---------- Input data

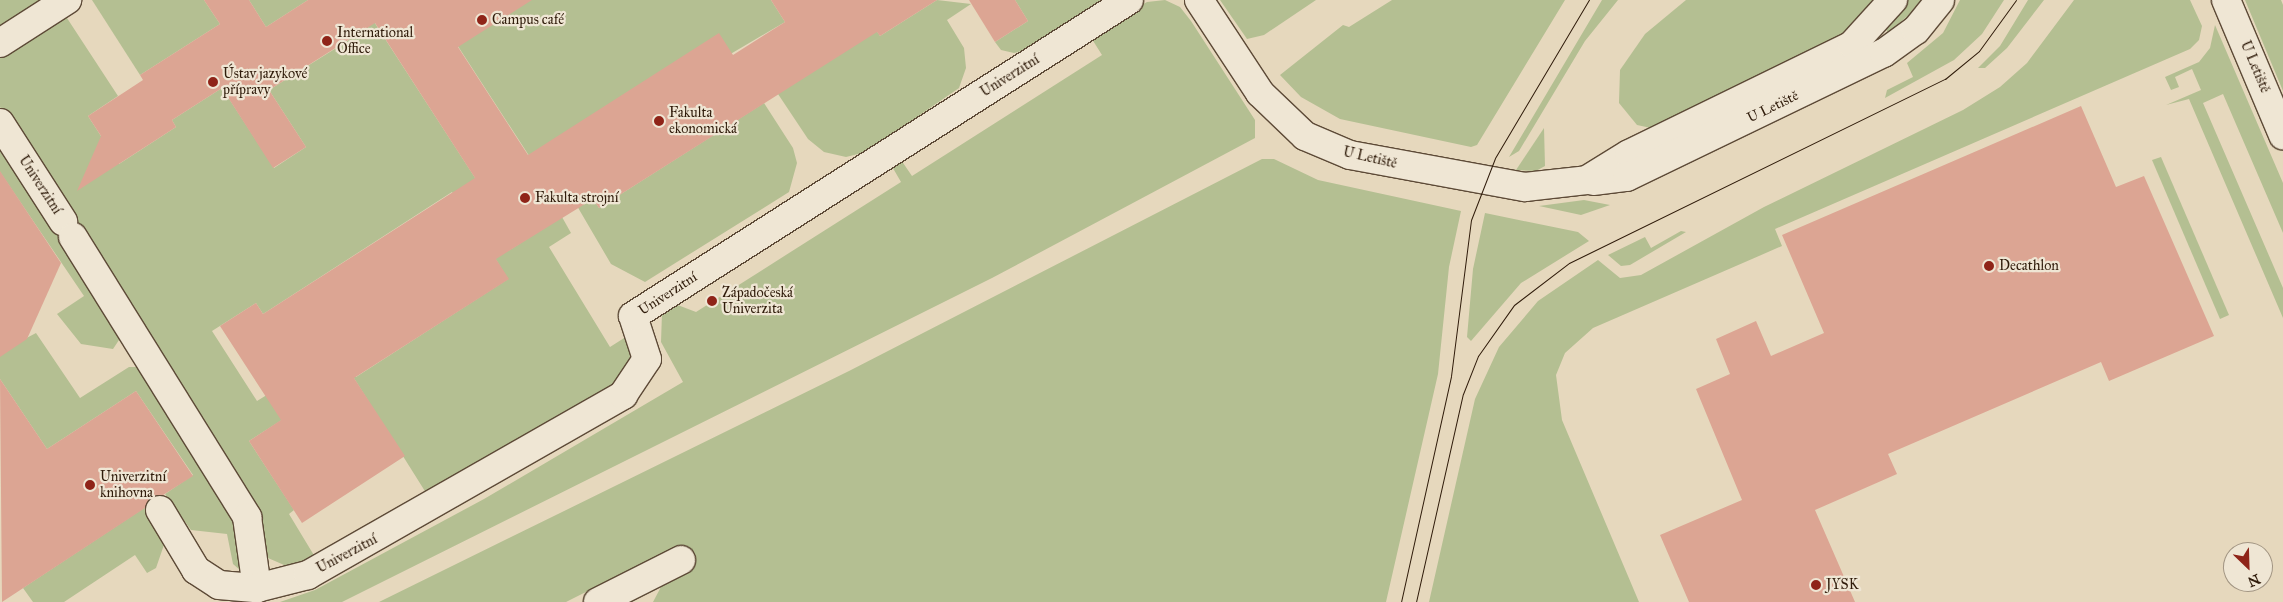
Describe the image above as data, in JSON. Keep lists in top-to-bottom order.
{
  "streets": {
    "street": ["U Letiště", "Univerzitní"]
  },
  "places": [
    "Campus café",
    "International Office",
    "Ústav jazykové přípravy",
    "Fakulta ekonomická",
    "Fakulta strojní",
    "Decathlon",
    "Západočeská Univerzita",
    "Univerzitní knihovna",
    "JYSK"
  ],
  "north": "bottom right"
}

--------------------

_Task objective_
The answer is every line of the data, exactly as written, with the pictures dropped.

_Answer_
Describe the image above as data, in JSON. Keep lists in top-to-bottom order.
{
  "streets": {
    "street": ["U Letiště", "Univerzitní"]
  },
  "places": [
    "Campus café",
    "International Office",
    "Ústav jazykové přípravy",
    "Fakulta ekonomická",
    "Fakulta strojní",
    "Decathlon",
    "Západočeská Univerzita",
    "Univerzitní knihovna",
    "JYSK"
  ],
  "north": "bottom right"
}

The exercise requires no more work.